▶ _WHAT YOU HAVE TO DO_: Your answer should contain only the lines from the top of the data below down through the one with "filter:drop-shadow(2px 0 #4b4c4a)", transcribed exactly and without pictures; please include nothing more.

▶ _RECORDS PROVIDED_:

---

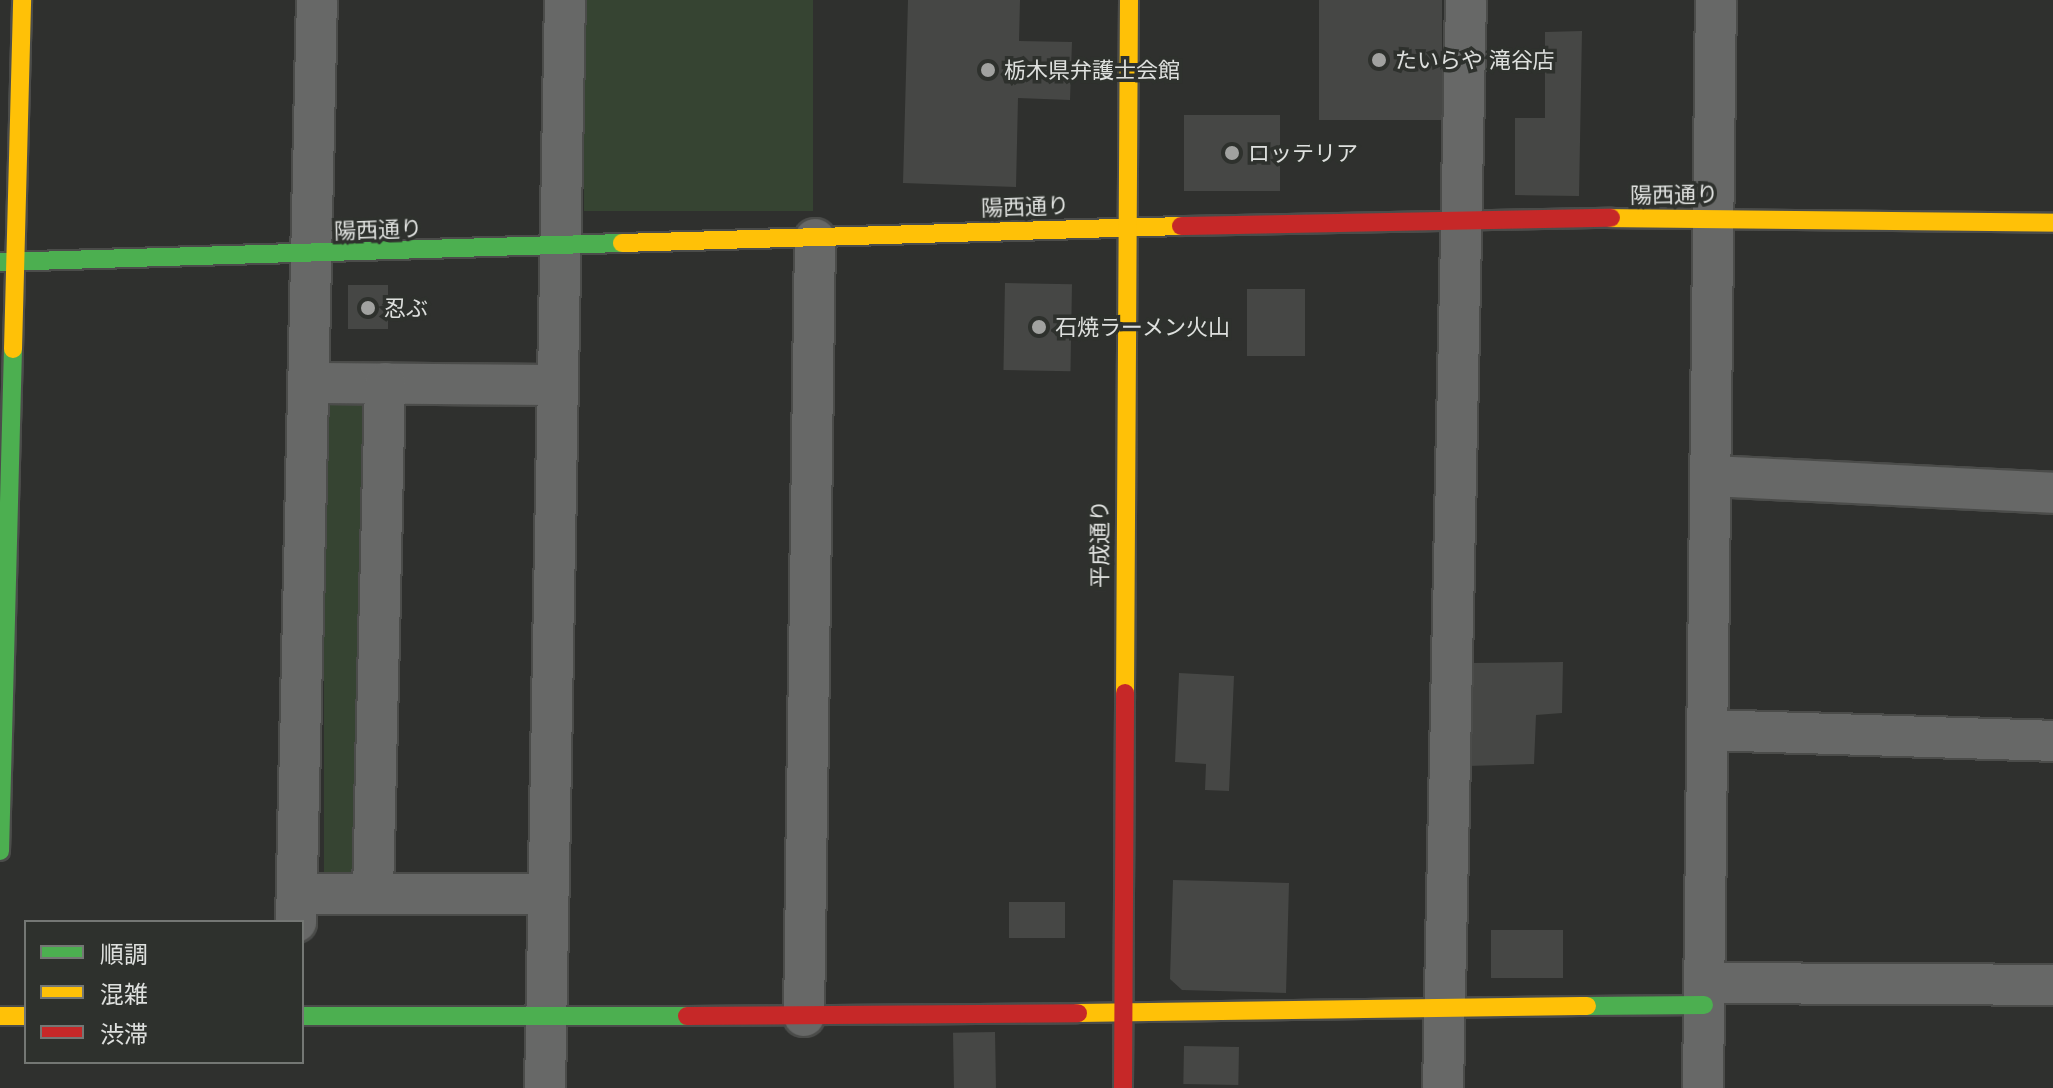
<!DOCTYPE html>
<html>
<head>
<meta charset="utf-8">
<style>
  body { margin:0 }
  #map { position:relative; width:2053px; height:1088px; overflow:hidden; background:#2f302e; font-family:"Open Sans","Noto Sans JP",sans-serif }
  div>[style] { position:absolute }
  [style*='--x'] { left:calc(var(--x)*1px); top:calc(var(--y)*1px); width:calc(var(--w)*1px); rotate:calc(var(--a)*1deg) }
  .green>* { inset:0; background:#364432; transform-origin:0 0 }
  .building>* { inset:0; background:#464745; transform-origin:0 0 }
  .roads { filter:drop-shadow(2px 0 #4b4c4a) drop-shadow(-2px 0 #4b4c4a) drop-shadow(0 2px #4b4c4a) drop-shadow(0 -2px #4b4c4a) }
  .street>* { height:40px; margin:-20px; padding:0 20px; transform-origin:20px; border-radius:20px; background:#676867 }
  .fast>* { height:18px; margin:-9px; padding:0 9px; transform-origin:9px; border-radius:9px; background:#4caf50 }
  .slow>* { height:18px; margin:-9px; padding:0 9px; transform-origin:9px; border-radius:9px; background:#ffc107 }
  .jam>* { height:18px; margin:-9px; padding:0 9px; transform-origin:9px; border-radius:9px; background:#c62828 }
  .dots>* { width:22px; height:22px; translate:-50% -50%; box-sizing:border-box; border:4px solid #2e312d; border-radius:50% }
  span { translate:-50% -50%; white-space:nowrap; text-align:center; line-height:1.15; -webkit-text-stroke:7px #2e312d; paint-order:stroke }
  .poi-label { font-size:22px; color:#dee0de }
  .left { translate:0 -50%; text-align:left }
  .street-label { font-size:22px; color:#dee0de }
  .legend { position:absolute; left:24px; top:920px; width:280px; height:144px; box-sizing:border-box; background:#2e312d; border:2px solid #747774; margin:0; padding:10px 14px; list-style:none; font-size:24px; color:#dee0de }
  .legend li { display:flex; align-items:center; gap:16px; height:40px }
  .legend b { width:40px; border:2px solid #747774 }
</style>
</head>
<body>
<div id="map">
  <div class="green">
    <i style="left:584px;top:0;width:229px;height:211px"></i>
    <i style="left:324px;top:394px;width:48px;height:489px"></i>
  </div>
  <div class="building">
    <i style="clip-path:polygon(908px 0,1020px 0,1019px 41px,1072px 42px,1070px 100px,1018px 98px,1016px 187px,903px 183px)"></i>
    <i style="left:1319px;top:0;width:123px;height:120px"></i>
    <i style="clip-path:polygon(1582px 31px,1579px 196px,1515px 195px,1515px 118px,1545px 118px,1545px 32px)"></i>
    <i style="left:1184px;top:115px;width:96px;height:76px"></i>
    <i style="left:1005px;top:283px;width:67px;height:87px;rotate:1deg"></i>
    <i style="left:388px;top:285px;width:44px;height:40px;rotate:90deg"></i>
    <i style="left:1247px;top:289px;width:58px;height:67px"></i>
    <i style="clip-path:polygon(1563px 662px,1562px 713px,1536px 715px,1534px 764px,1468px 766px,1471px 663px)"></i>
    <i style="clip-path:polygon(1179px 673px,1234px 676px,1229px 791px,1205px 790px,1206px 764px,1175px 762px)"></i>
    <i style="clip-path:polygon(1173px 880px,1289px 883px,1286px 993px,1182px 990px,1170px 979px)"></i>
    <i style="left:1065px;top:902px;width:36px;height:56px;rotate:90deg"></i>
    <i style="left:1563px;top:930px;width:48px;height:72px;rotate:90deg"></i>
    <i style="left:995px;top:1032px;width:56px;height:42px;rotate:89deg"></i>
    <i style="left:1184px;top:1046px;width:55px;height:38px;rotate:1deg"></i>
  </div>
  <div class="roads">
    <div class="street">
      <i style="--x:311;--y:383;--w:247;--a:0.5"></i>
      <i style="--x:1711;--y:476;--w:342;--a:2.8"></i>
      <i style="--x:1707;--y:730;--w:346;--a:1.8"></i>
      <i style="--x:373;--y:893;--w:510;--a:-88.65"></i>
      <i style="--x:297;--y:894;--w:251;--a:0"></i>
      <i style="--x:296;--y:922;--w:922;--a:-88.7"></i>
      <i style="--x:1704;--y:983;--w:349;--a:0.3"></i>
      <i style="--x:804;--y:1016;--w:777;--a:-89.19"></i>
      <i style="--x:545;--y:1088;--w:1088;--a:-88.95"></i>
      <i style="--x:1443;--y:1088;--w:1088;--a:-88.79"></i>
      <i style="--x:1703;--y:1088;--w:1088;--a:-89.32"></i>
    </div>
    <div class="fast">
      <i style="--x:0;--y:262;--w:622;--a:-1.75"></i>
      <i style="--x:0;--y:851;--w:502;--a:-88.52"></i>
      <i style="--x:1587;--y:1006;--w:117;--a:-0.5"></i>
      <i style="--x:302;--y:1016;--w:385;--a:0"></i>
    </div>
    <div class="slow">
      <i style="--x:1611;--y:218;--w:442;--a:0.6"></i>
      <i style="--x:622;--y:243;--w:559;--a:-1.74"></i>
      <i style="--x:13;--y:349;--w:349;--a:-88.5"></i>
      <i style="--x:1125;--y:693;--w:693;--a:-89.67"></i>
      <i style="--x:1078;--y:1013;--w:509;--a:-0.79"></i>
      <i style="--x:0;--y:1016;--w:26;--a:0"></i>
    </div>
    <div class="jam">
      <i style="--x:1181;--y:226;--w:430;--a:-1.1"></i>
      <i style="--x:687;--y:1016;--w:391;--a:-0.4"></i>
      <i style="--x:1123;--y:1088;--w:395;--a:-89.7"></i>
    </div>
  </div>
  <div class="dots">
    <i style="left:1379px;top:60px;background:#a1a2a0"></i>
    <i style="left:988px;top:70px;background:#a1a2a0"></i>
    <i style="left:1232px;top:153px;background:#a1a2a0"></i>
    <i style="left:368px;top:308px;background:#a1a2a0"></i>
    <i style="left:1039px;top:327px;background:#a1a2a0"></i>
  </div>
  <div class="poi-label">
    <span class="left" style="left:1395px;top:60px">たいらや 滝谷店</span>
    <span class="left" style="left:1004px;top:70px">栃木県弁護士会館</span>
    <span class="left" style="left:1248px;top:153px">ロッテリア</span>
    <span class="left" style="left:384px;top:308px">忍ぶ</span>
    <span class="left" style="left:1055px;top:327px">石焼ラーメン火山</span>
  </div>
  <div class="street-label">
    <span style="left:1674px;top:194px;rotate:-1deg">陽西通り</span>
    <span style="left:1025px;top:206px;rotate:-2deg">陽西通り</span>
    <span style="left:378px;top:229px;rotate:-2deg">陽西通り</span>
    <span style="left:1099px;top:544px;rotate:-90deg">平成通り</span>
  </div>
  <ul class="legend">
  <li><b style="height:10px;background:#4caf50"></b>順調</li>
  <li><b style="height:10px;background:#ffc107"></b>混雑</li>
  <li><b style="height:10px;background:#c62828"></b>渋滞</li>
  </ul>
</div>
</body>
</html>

---

▶ _RESULT_:
<!DOCTYPE html>
<html>
<head>
<meta charset="utf-8">
<style>
  body { margin:0 }
  #map { position:relative; width:2053px; height:1088px; overflow:hidden; background:#2f302e; font-family:"Open Sans","Noto Sans JP",sans-serif }
  div>[style] { position:absolute }
  [style*='--x'] { left:calc(var(--x)*1px); top:calc(var(--y)*1px); width:calc(var(--w)*1px); rotate:calc(var(--a)*1deg) }
  .green>* { inset:0; background:#364432; transform-origin:0 0 }
  .building>* { inset:0; background:#464745; transform-origin:0 0 }
  .roads { filter:drop-shadow(2px 0 #4b4c4a) drop-shadow(-2px 0 #4b4c4a) drop-shadow(0 2px #4b4c4a) drop-shadow(0 -2px #4b4c4a) }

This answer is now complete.